> **Task brief**:
Whichever lines include the word "Naviglio", copy them as they appear in the data.

★ ★ ★ ★ ★ ★ ★

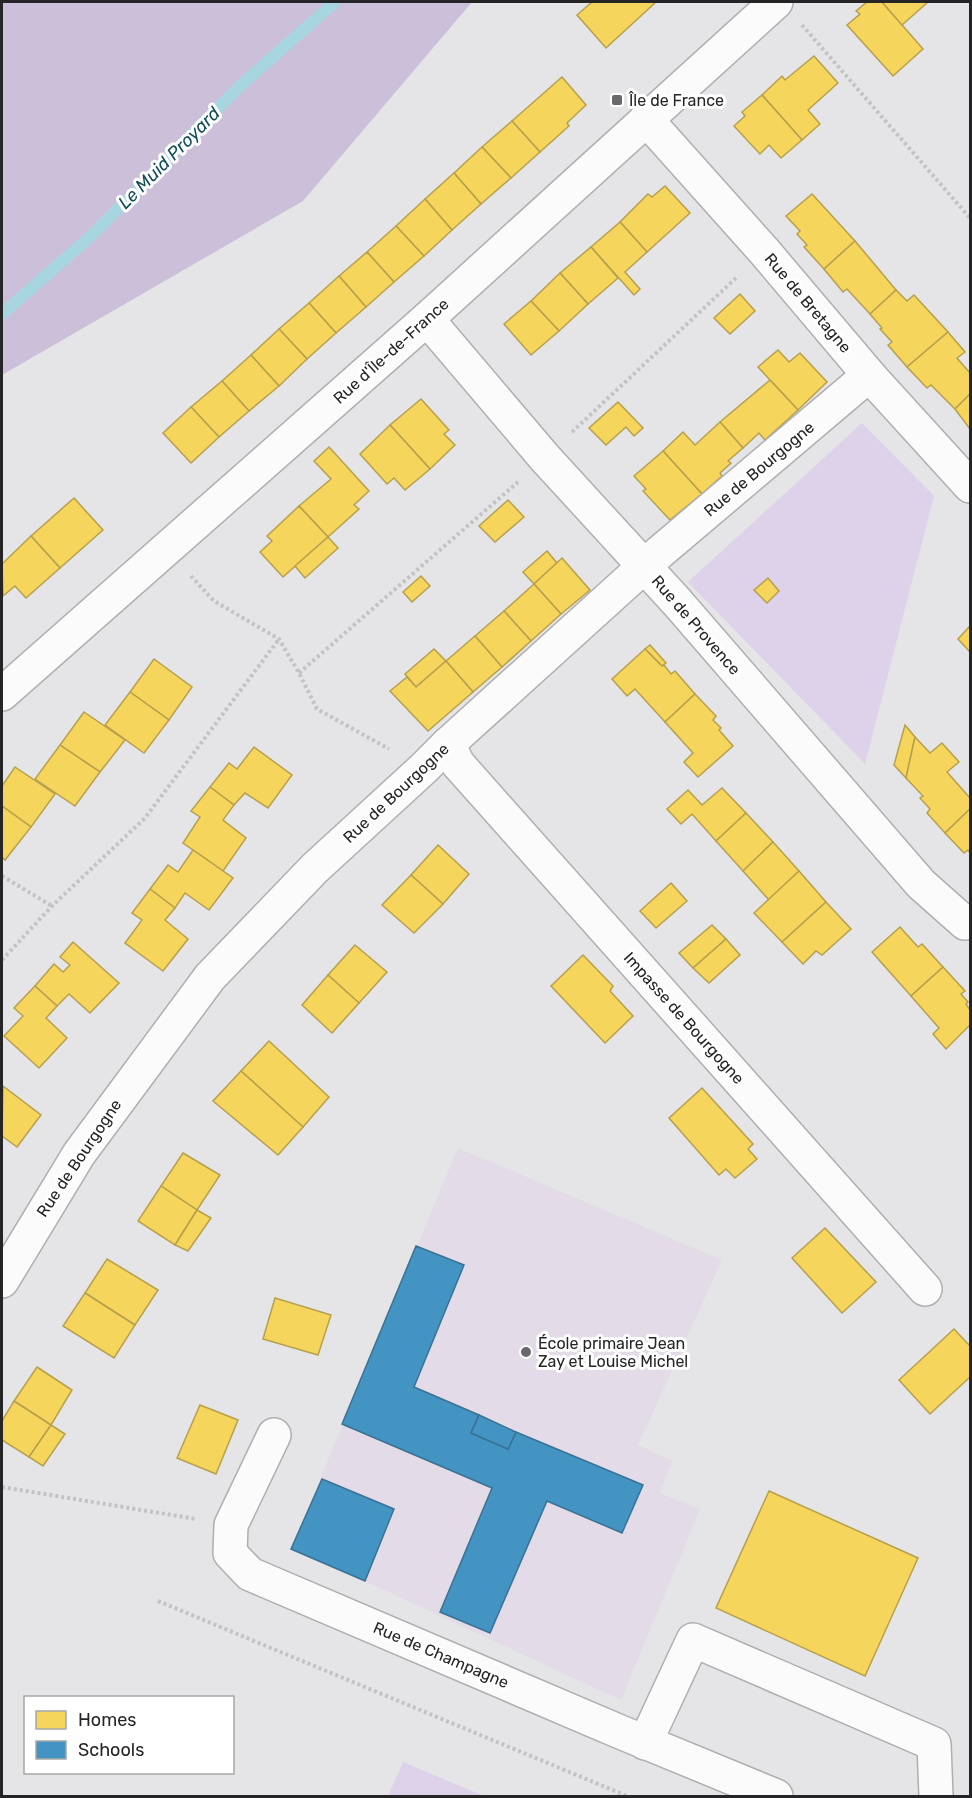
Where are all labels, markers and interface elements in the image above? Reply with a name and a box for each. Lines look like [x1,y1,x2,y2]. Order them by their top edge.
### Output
place label: Île de France [628,91,724,110]
marker: Île de France [610,93,624,107]
water label: Le Muid Proyard [113,102,225,214]
street label: Rue de Bretagne [761,249,855,357]
street label: Rue d'Île-de-France [329,294,453,408]
street label: Rue de Bourgogne [700,417,818,521]
street label: Rue de Provence [648,571,744,679]
street label: Rue de Bourgogne [339,739,453,847]
street label: Impasse de Bourgogne [620,948,748,1088]
street label: Rue de Bourgogne [33,1096,125,1220]
place label: École primaire Jean Zay et Louise Michel [538,1334,688,1371]
marker: École primaire Jean Zay et Louise Michel [519,1345,533,1359]
street label: Rue de Champagne [370,1618,512,1692]
legend [24,1696,234,1774]
text: Homes [78,1709,136,1731]
text: Schools [78,1739,144,1761]

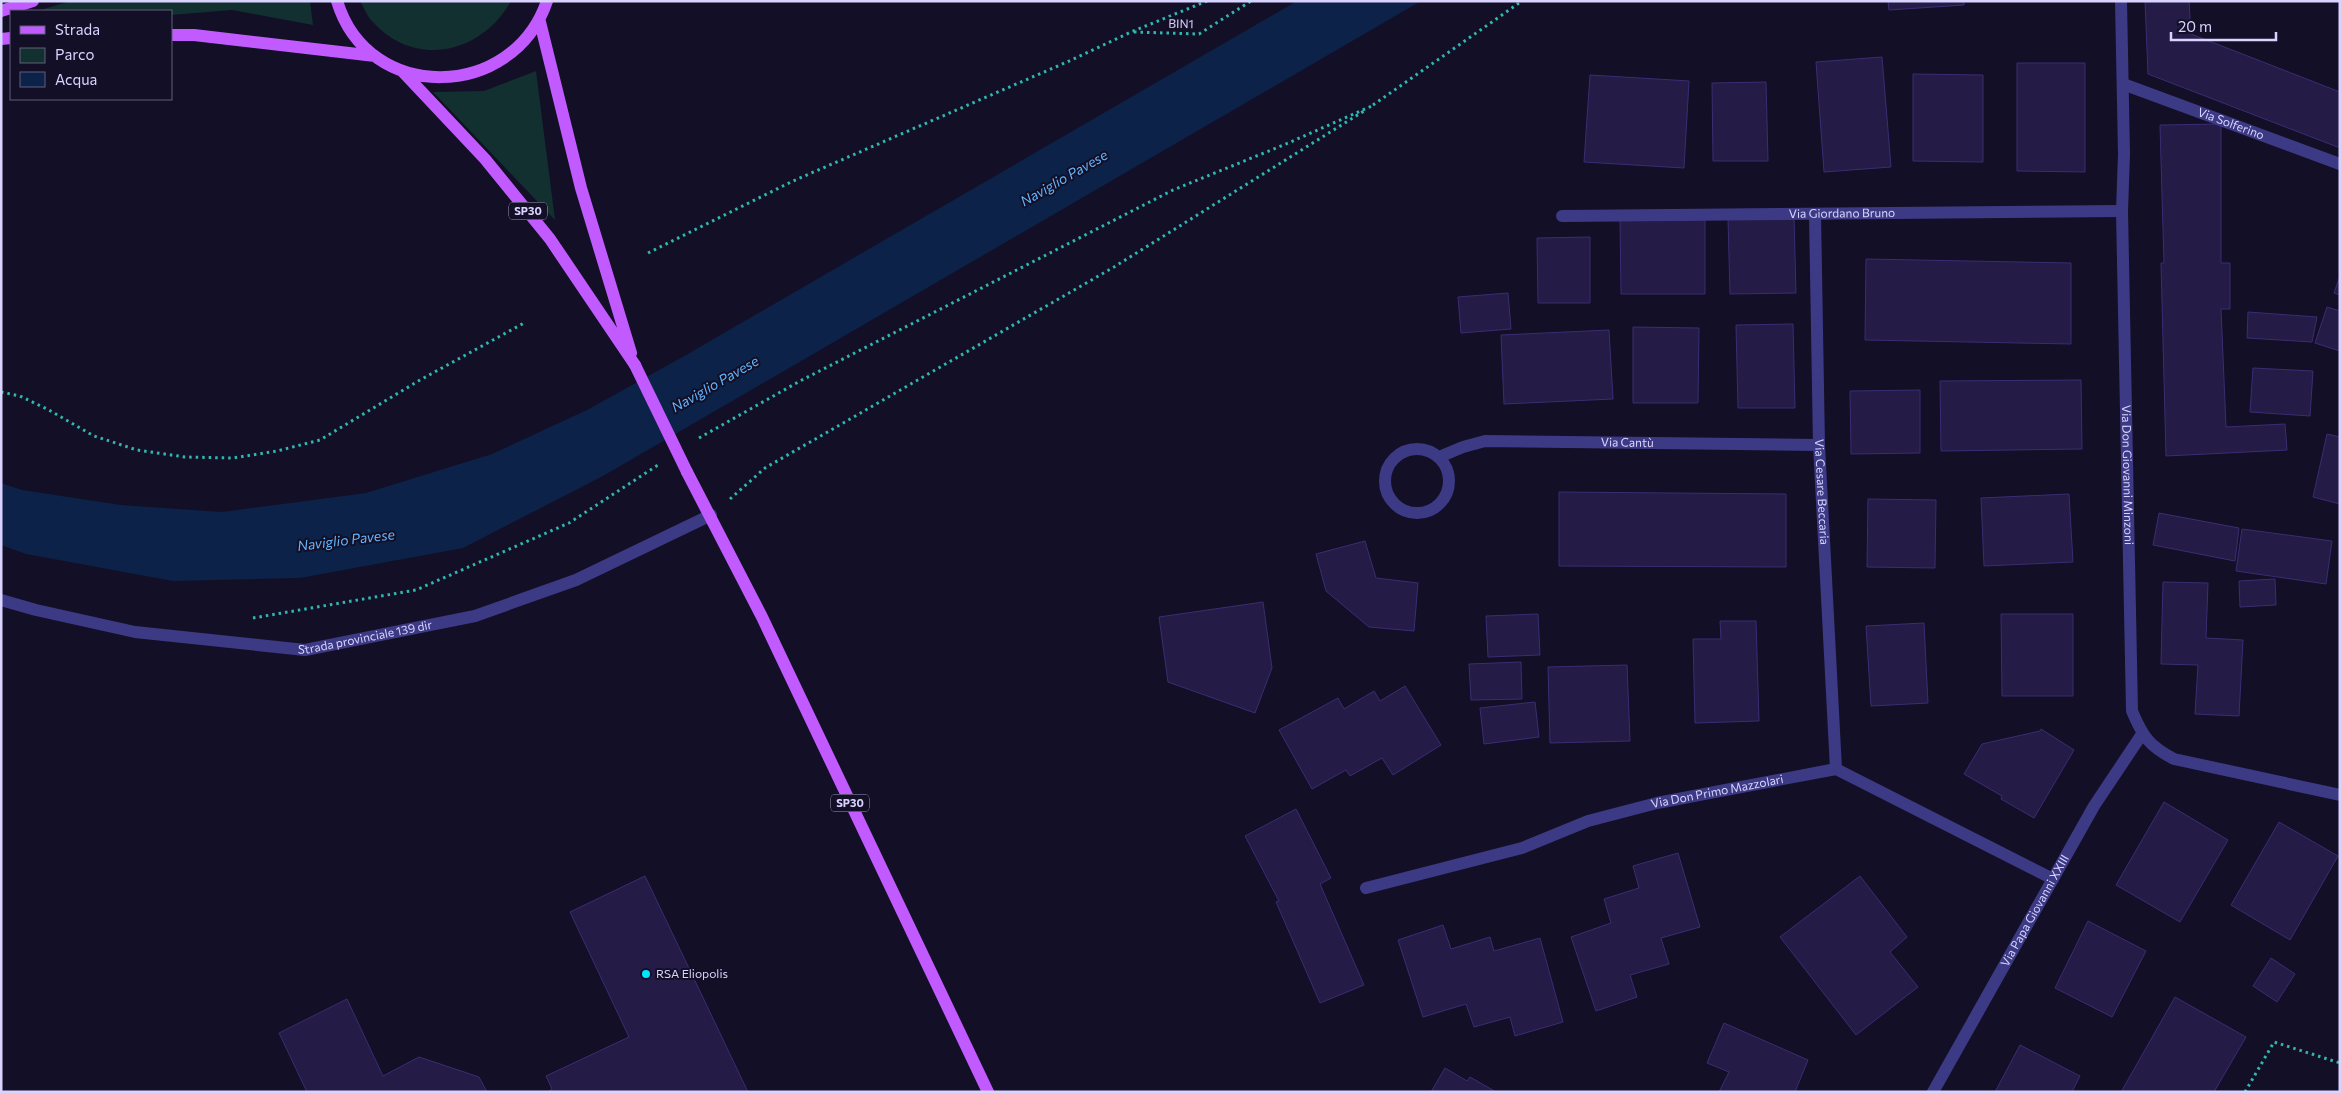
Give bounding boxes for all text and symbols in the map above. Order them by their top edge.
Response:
legend [10,10,172,100]
scale bar [2171,10,2276,42]
street label: BIN1 [1168,16,1194,30]
text: 20 m [2178,17,2212,35]
text: Strada [55,20,100,38]
text: Parco [55,45,94,63]
text: Acqua [55,70,97,88]
street label: Via Solferino [2196,104,2266,142]
water label: Naviglio Pavese [1017,145,1111,209]
road number: SP30 [509,202,547,220]
street label: Via Giordano Bruno [1789,205,1895,220]
water label: Naviglio Pavese [668,351,762,415]
street label: Via Don Giovanni Minzoni [2120,405,2137,545]
street label: Via Cantù [1601,434,1654,449]
street label: Via Cesare Beccaria [1813,439,1832,545]
water label: Naviglio Pavese [296,525,396,554]
street label: Strada provinciale 139 dir [297,617,433,656]
street label: Via Don Primo Mazzolari [1649,771,1784,810]
road number: SP30 [831,794,869,811]
street label: Via Papa Giovanni XXIII [1997,852,2071,969]
place label: RSA Eliopolis [656,966,728,980]
marker: RSA Eliopolis [640,968,652,980]

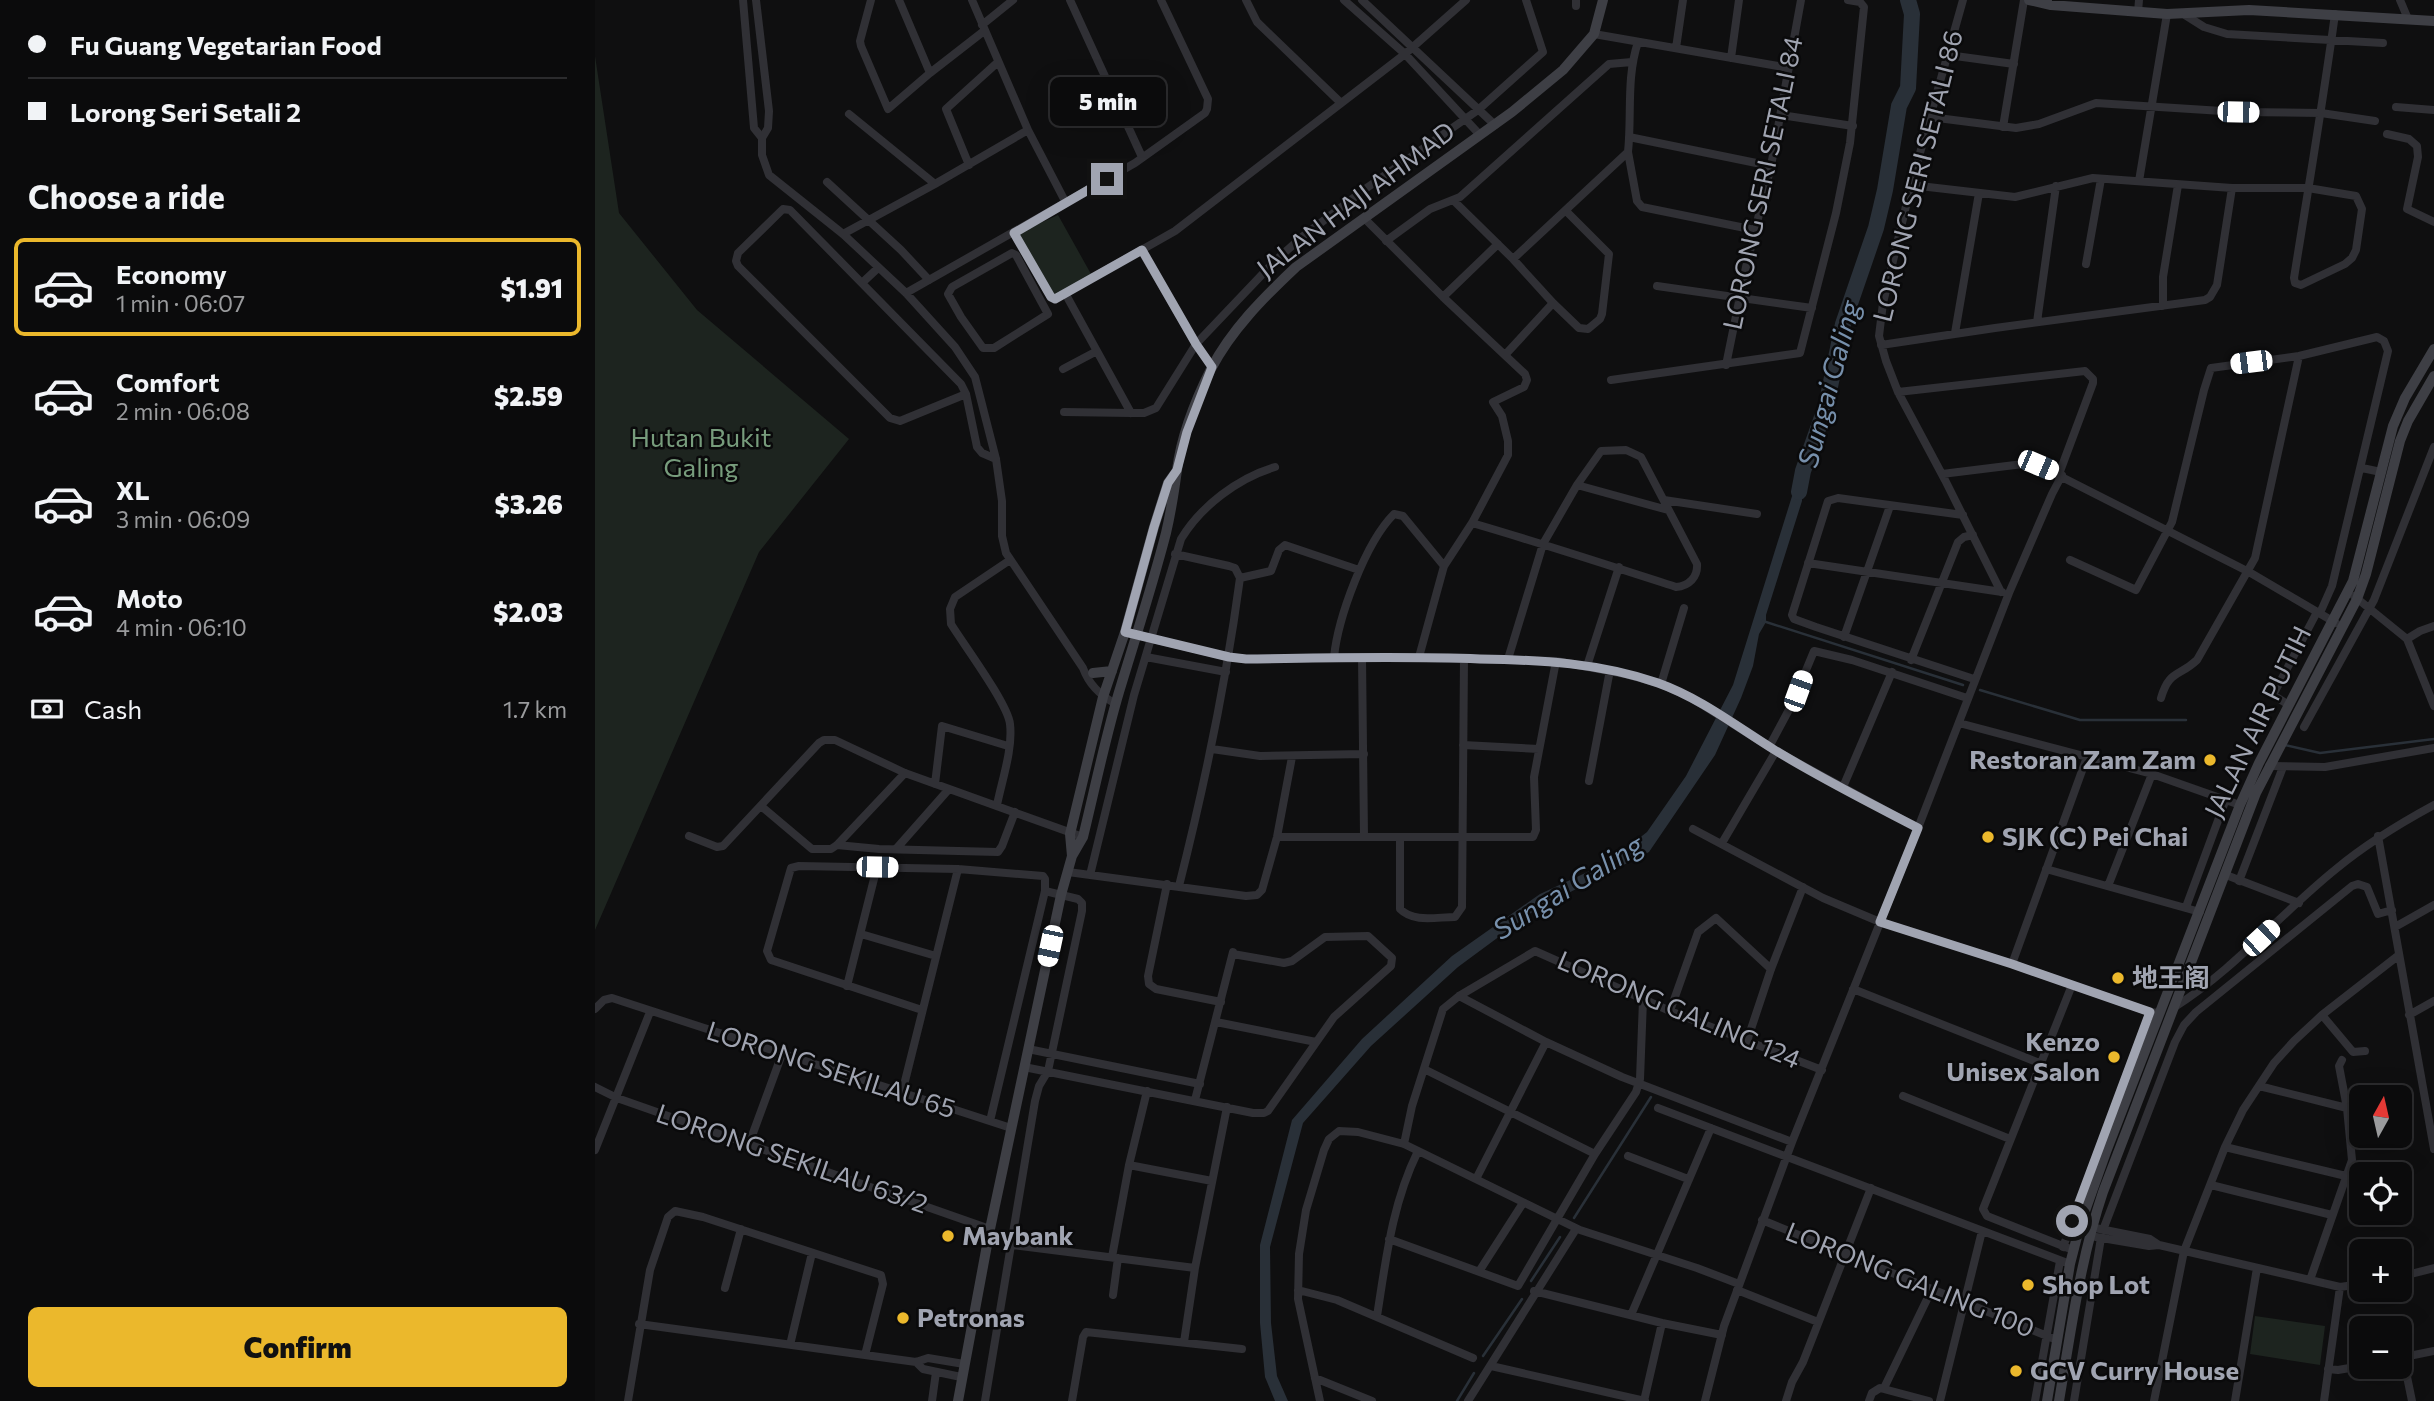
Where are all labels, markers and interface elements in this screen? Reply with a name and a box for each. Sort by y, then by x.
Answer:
street label: LORONG SERI SETALI 86 [1865,27,1968,325]
text: Fu Guang Vegetarian Food [70,29,382,60]
street label: LORONG SERI SETALI 84 [1715,33,1808,332]
callout: 5 min [1049,78,1165,127]
text: 5 min [1079,87,1137,115]
text: Lorong Seri Setali 2 [70,96,301,127]
car [2217,101,2260,123]
street label: JALAN HAJI AHMAD [1250,114,1460,283]
route end [1091,163,1123,195]
text: Choose a ride [28,176,225,216]
icon: car [32,256,95,319]
text: Economy [116,258,227,289]
text: $1.91 [500,272,563,303]
text: 1 min · 06:07 [116,289,245,317]
water label: Sungai Galing [1789,295,1867,471]
car [2229,349,2274,375]
icon: car [32,364,95,427]
text: Comfort [116,366,219,397]
text: $2.59 [494,380,563,411]
text: 2 min · 06:08 [116,397,250,425]
park label: Hutan Bukit Galing [631,421,771,482]
car [2015,447,2062,483]
icon: car [32,472,95,535]
text: XL [116,474,150,505]
text: $3.26 [495,488,563,519]
text: 3 min · 06:09 [116,505,250,533]
icon: car [32,580,95,643]
text: Moto [116,582,183,613]
text: $2.03 [493,596,563,627]
text: 4 min · 06:10 [116,613,247,641]
street label: JALAN AIR PUTIH [2197,621,2316,822]
car [1781,668,1816,714]
icon: cash [28,690,66,728]
text: Cash [84,693,142,724]
text: 1.7 km [503,695,567,723]
place label: Restoran Zam Zam [1969,743,2196,774]
marker: Restoran Zam Zam [2202,752,2218,768]
place label: SJK (C) Pei Chai [2002,820,2188,851]
water label: Sungai Galing [1486,825,1651,946]
marker: SJK (C) Pei Chai [1980,829,1996,845]
car [856,856,899,878]
car [2239,916,2284,960]
car [1036,923,1065,969]
street label: LORONG GALING 124 [1553,943,1806,1074]
place label: 地王阁 [2132,961,2210,992]
marker: 地王阁 [2110,970,2126,986]
street label: LORONG SEKILAU 65 [703,1014,960,1123]
place label: Kenzo Unisex Salon [1946,1025,2100,1086]
marker: Kenzo Unisex Salon [2106,1049,2122,1065]
north arrow [2349,1085,2411,1148]
map controls [2349,1085,2412,1379]
street label: LORONG SEKILAU 63/2 [653,1097,932,1219]
button: locate [2349,1162,2412,1225]
route start [2056,1205,2088,1237]
street label: LORONG GALING 100 [1782,1215,2039,1343]
place label: Maybank [962,1219,1074,1250]
marker: Maybank [940,1228,956,1244]
button: + [2349,1239,2412,1302]
place label: Shop Lot [2042,1268,2150,1299]
marker: Shop Lot [2020,1277,2036,1293]
place label: Petronas [917,1301,1025,1332]
button: Confirm [28,1307,567,1387]
marker: Petronas [895,1310,911,1326]
button: − [2349,1316,2412,1379]
place label: GCV Curry House [2030,1354,2239,1385]
marker: GCV Curry House [2008,1363,2024,1379]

★ ★ ★ ★ ★ ★ ★

> **Output for this task**:
water label: Naviglio Pavese [1017,145,1111,209]
water label: Naviglio Pavese [668,351,762,415]
water label: Naviglio Pavese [296,525,396,554]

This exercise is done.